RECORDS Start Marker

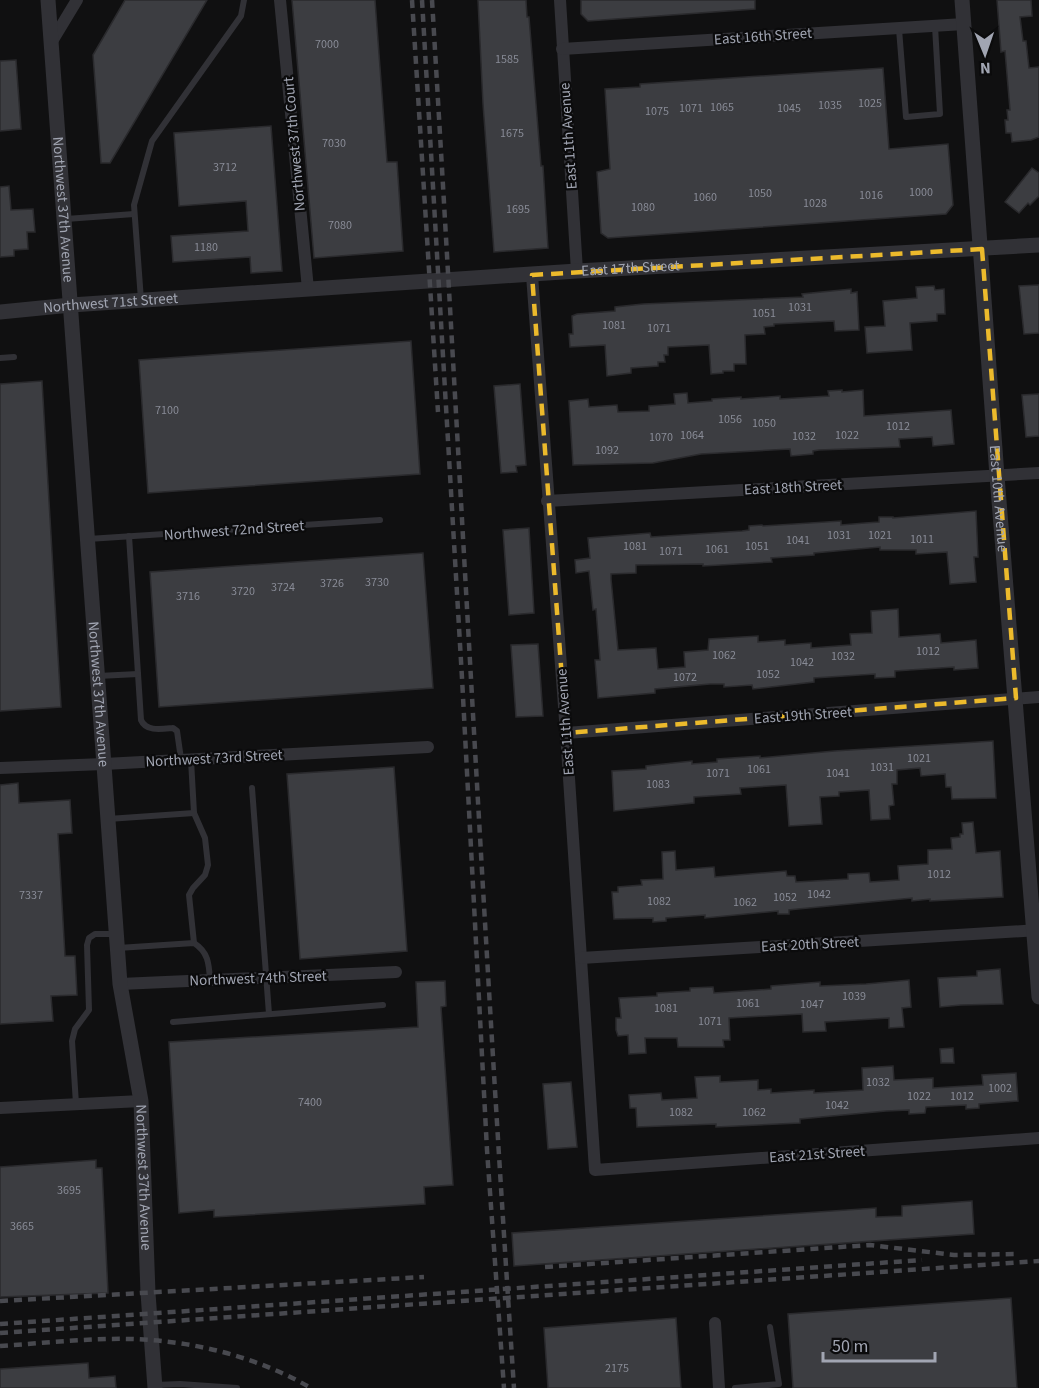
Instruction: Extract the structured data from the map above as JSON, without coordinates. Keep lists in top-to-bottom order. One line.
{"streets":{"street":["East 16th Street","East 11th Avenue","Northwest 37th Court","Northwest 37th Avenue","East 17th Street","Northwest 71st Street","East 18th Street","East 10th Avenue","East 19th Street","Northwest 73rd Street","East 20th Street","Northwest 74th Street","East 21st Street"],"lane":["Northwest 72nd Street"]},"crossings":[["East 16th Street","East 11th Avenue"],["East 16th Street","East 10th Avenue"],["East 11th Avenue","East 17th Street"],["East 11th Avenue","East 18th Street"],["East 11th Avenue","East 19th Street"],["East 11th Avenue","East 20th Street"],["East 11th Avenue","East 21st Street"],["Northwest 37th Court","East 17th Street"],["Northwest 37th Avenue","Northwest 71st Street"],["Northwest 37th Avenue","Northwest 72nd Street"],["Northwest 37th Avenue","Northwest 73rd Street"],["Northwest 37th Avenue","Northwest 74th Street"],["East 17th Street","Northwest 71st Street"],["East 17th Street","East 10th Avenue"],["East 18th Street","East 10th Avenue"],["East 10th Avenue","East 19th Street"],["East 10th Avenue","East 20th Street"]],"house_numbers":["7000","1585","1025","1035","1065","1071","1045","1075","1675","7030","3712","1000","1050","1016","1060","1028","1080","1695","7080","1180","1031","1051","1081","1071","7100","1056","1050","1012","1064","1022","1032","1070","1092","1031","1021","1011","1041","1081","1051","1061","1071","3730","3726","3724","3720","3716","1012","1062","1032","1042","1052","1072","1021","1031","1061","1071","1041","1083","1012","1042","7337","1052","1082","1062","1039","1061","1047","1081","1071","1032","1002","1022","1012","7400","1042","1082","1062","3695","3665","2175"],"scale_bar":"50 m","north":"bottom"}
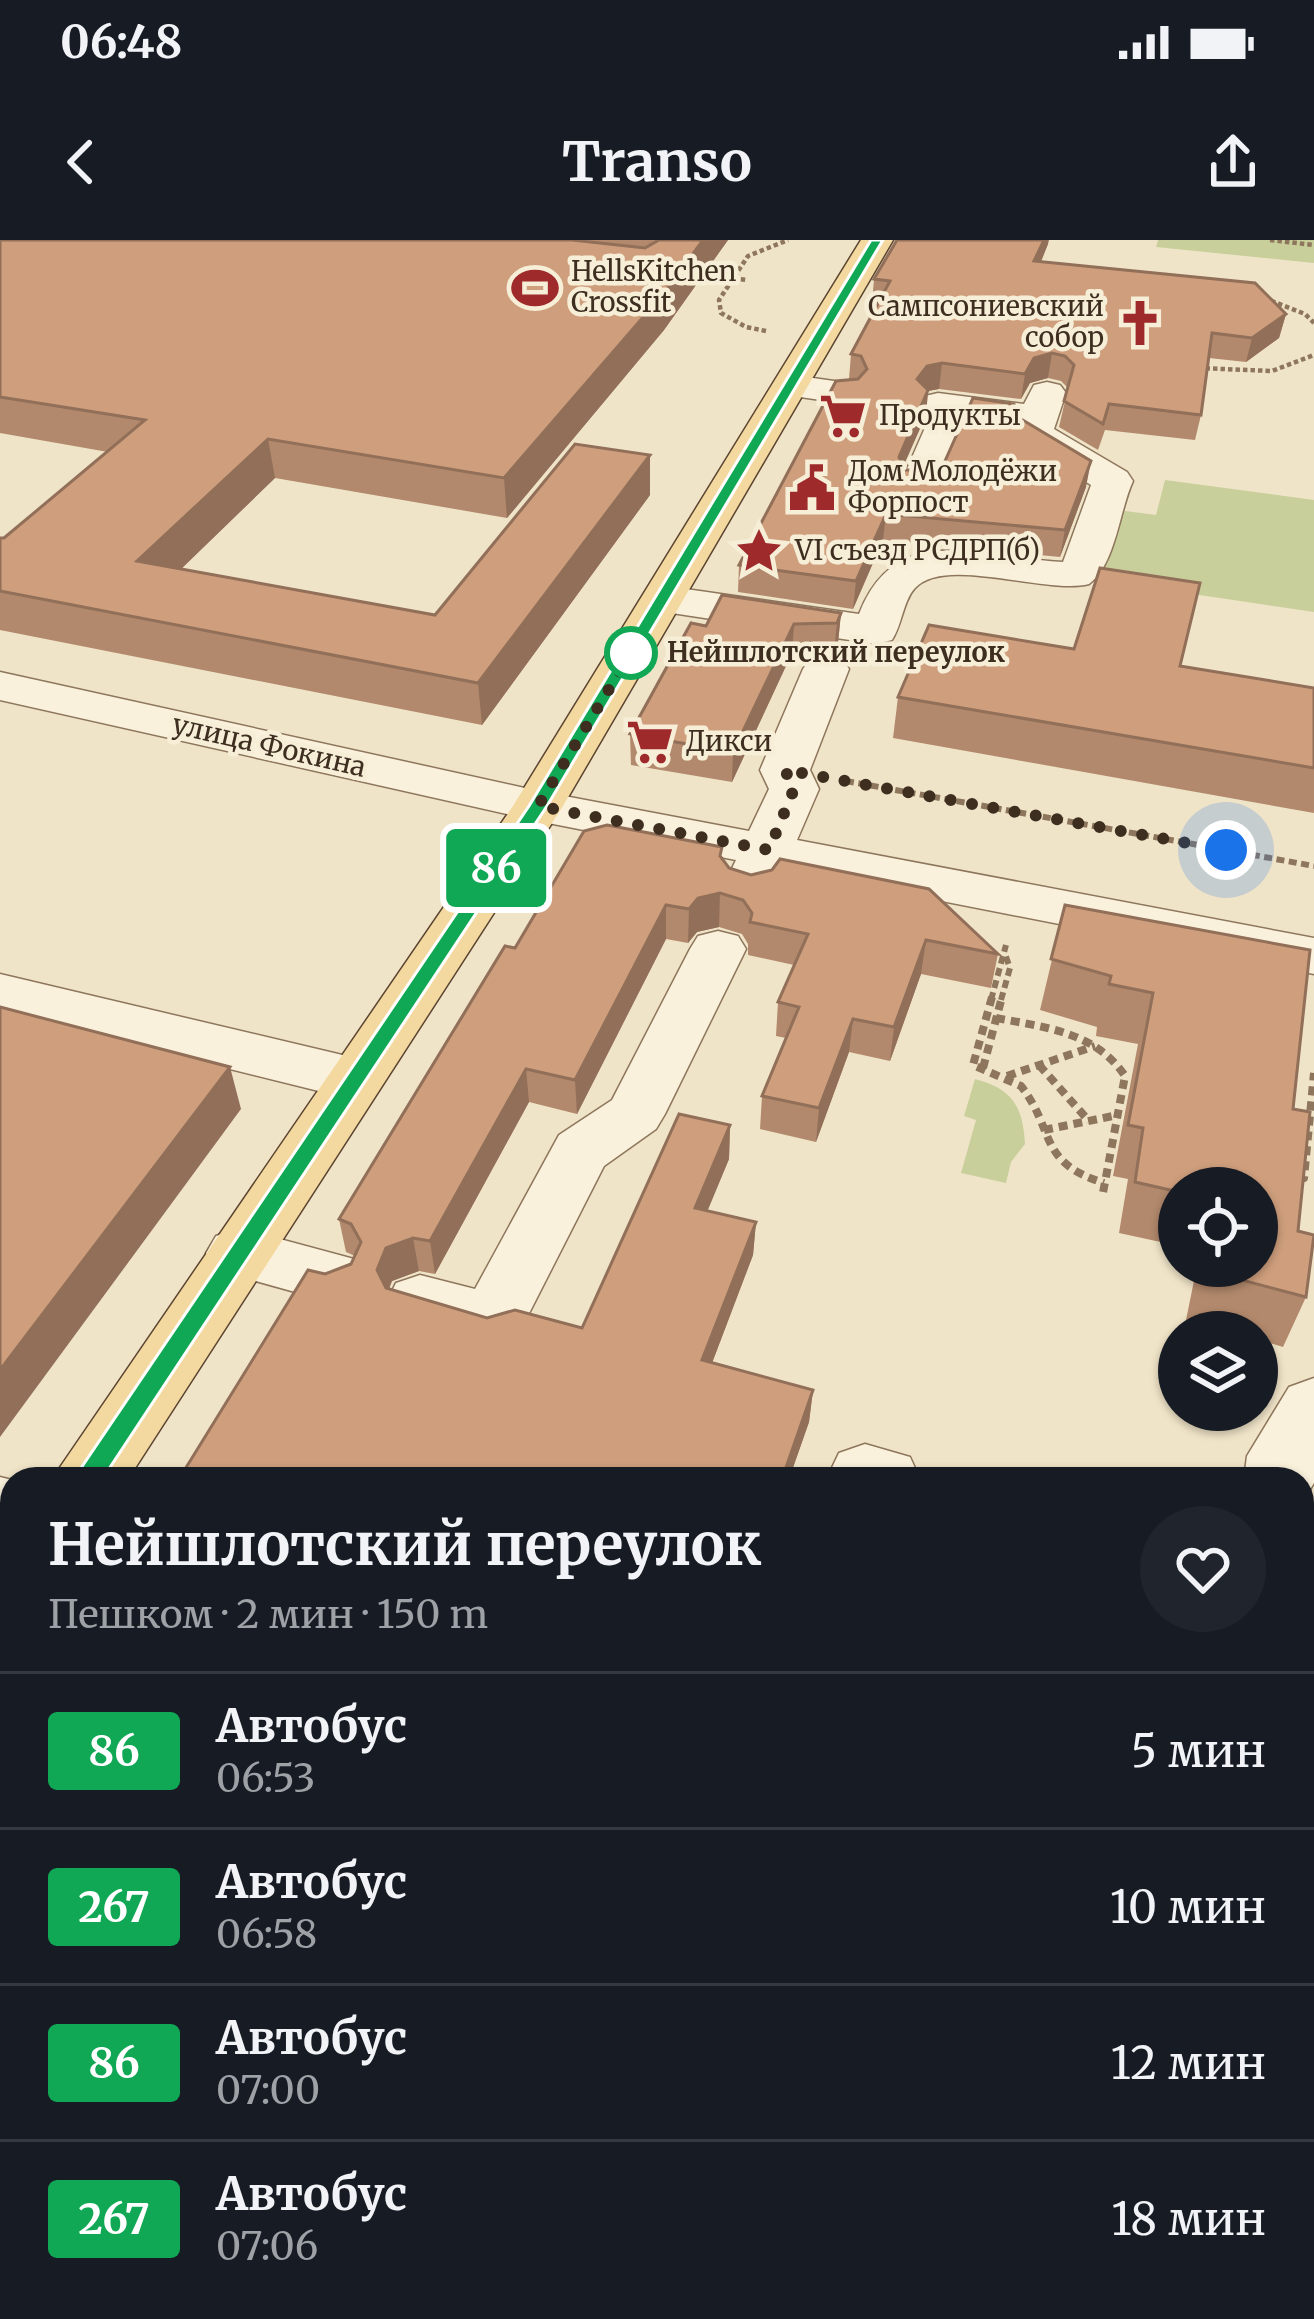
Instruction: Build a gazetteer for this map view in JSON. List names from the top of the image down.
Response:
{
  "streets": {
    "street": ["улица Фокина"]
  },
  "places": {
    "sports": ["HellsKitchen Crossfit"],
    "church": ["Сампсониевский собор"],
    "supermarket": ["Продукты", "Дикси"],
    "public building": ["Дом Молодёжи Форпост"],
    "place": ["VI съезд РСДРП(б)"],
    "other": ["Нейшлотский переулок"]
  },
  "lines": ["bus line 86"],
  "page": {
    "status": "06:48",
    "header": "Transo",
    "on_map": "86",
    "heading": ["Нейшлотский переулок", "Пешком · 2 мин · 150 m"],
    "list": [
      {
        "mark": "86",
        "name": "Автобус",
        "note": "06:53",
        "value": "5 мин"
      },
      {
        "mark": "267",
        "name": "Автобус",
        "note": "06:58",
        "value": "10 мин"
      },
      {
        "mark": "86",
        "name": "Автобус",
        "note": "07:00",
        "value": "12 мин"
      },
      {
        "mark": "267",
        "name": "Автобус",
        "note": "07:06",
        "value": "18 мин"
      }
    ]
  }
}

RECORDS End Marker

Nothing is wanted except the number of lines in the entries above that include the word "bottom".

2